===== INPUT FOR THIS TASK =====
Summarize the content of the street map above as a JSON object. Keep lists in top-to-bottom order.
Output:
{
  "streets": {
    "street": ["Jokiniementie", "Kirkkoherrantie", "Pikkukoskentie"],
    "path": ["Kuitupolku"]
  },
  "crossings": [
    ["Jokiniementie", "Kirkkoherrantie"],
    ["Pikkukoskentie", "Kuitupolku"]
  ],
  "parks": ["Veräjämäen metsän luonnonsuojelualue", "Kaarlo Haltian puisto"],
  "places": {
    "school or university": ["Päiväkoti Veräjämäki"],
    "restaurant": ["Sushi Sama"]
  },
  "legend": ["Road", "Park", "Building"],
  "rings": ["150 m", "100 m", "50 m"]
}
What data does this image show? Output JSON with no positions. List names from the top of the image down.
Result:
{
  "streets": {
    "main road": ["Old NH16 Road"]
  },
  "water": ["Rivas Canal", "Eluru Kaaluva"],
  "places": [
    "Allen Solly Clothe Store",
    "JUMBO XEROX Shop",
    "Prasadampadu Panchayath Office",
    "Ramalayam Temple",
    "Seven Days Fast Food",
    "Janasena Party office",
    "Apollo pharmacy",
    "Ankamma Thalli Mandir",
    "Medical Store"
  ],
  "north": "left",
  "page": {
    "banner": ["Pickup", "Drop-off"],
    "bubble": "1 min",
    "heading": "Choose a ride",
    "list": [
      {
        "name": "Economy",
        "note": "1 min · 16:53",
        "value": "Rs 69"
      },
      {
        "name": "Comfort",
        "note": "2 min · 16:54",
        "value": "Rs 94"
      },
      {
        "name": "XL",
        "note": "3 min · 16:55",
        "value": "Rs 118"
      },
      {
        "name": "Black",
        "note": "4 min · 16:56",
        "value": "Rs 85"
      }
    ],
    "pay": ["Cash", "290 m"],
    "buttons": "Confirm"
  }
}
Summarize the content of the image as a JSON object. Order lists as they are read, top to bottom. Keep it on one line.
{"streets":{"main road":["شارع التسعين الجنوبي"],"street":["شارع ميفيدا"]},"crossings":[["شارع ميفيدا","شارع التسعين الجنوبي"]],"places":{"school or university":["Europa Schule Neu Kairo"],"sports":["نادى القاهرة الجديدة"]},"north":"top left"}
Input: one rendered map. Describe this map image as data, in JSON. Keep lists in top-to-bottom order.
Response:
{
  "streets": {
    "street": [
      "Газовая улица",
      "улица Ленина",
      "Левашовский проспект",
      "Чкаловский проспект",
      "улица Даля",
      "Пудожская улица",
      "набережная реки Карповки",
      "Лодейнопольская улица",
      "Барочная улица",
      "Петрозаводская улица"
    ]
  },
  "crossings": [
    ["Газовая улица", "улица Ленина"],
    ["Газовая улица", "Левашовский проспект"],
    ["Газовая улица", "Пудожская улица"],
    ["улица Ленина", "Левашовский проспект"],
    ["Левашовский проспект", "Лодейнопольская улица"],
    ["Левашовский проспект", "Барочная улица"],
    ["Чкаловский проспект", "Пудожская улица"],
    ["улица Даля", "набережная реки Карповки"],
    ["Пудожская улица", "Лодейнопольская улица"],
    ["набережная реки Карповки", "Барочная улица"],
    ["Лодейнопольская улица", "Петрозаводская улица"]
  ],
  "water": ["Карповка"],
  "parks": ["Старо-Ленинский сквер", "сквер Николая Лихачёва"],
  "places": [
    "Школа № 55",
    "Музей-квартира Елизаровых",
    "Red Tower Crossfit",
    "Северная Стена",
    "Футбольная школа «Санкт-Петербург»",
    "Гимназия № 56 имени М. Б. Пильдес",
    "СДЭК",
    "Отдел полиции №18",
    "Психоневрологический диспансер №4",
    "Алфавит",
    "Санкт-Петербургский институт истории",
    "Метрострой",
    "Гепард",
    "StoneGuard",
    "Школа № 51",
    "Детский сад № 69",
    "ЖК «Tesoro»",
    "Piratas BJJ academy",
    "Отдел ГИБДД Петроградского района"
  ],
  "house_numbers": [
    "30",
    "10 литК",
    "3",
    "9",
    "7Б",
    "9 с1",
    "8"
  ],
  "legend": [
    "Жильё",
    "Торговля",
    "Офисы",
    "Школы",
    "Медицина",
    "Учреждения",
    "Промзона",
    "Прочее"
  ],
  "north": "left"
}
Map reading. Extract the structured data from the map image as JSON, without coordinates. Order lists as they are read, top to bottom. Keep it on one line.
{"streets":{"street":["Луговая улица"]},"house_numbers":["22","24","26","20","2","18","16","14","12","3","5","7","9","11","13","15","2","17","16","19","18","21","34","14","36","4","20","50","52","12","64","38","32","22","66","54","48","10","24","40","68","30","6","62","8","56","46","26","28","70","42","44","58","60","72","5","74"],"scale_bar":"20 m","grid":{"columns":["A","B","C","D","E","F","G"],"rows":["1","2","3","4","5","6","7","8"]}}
=====
EXERCISE DESCRIPTION - All the records, from the first line to the last: repeat them exactly.

YOUR RESPONSE -
Summarize the content of the street map above as a JSON object. Keep lists in top-to-bottom order.
Output:
{
  "streets": {
    "street": ["Jokiniementie", "Kirkkoherrantie", "Pikkukoskentie"],
    "path": ["Kuitupolku"]
  },
  "crossings": [
    ["Jokiniementie", "Kirkkoherrantie"],
    ["Pikkukoskentie", "Kuitupolku"]
  ],
  "parks": ["Veräjämäen metsän luonnonsuojelualue", "Kaarlo Haltian puisto"],
  "places": {
    "school or university": ["Päiväkoti Veräjämäki"],
    "restaurant": ["Sushi Sama"]
  },
  "legend": ["Road", "Park", "Building"],
  "rings": ["150 m", "100 m", "50 m"]
}
What data does this image show? Output JSON with no positions. List names from the top of the image down.
Result:
{
  "streets": {
    "main road": ["Old NH16 Road"]
  },
  "water": ["Rivas Canal", "Eluru Kaaluva"],
  "places": [
    "Allen Solly Clothe Store",
    "JUMBO XEROX Shop",
    "Prasadampadu Panchayath Office",
    "Ramalayam Temple",
    "Seven Days Fast Food",
    "Janasena Party office",
    "Apollo pharmacy",
    "Ankamma Thalli Mandir",
    "Medical Store"
  ],
  "north": "left",
  "page": {
    "banner": ["Pickup", "Drop-off"],
    "bubble": "1 min",
    "heading": "Choose a ride",
    "list": [
      {
        "name": "Economy",
        "note": "1 min · 16:53",
        "value": "Rs 69"
      },
      {
        "name": "Comfort",
        "note": "2 min · 16:54",
        "value": "Rs 94"
      },
      {
        "name": "XL",
        "note": "3 min · 16:55",
        "value": "Rs 118"
      },
      {
        "name": "Black",
        "note": "4 min · 16:56",
        "value": "Rs 85"
      }
    ],
    "pay": ["Cash", "290 m"],
    "buttons": "Confirm"
  }
}
Summarize the content of the image as a JSON object. Order lists as they are read, top to bottom. Keep it on one line.
{"streets":{"main road":["شارع التسعين الجنوبي"],"street":["شارع ميفيدا"]},"crossings":[["شارع ميفيدا","شارع التسعين الجنوبي"]],"places":{"school or university":["Europa Schule Neu Kairo"],"sports":["نادى القاهرة الجديدة"]},"north":"top left"}
Input: one rendered map. Describe this map image as data, in JSON. Keep lists in top-to-bottom order.
Response:
{
  "streets": {
    "street": [
      "Газовая улица",
      "улица Ленина",
      "Левашовский проспект",
      "Чкаловский проспект",
      "улица Даля",
      "Пудожская улица",
      "набережная реки Карповки",
      "Лодейнопольская улица",
      "Барочная улица",
      "Петрозаводская улица"
    ]
  },
  "crossings": [
    ["Газовая улица", "улица Ленина"],
    ["Газовая улица", "Левашовский проспект"],
    ["Газовая улица", "Пудожская улица"],
    ["улица Ленина", "Левашовский проспект"],
    ["Левашовский проспект", "Лодейнопольская улица"],
    ["Левашовский проспект", "Барочная улица"],
    ["Чкаловский проспект", "Пудожская улица"],
    ["улица Даля", "набережная реки Карповки"],
    ["Пудожская улица", "Лодейнопольская улица"],
    ["набережная реки Карповки", "Барочная улица"],
    ["Лодейнопольская улица", "Петрозаводская улица"]
  ],
  "water": ["Карповка"],
  "parks": ["Старо-Ленинский сквер", "сквер Николая Лихачёва"],
  "places": [
    "Школа № 55",
    "Музей-квартира Елизаровых",
    "Red Tower Crossfit",
    "Северная Стена",
    "Футбольная школа «Санкт-Петербург»",
    "Гимназия № 56 имени М. Б. Пильдес",
    "СДЭК",
    "Отдел полиции №18",
    "Психоневрологический диспансер №4",
    "Алфавит",
    "Санкт-Петербургский институт истории",
    "Метрострой",
    "Гепард",
    "StoneGuard",
    "Школа № 51",
    "Детский сад № 69",
    "ЖК «Tesoro»",
    "Piratas BJJ academy",
    "Отдел ГИБДД Петроградского района"
  ],
  "house_numbers": [
    "30",
    "10 литК",
    "3",
    "9",
    "7Б",
    "9 с1",
    "8"
  ],
  "legend": [
    "Жильё",
    "Торговля",
    "Офисы",
    "Школы",
    "Медицина",
    "Учреждения",
    "Промзона",
    "Прочее"
  ],
  "north": "left"
}
Map reading. Extract the structured data from the map image as JSON, without coordinates. Order lists as they are read, top to bottom. Keep it on one line.
{"streets":{"street":["Луговая улица"]},"house_numbers":["22","24","26","20","2","18","16","14","12","3","5","7","9","11","13","15","2","17","16","19","18","21","34","14","36","4","20","50","52","12","64","38","32","22","66","54","48","10","24","40","68","30","6","62","8","56","46","26","28","70","42","44","58","60","72","5","74"],"scale_bar":"20 m","grid":{"columns":["A","B","C","D","E","F","G"],"rows":["1","2","3","4","5","6","7","8"]}}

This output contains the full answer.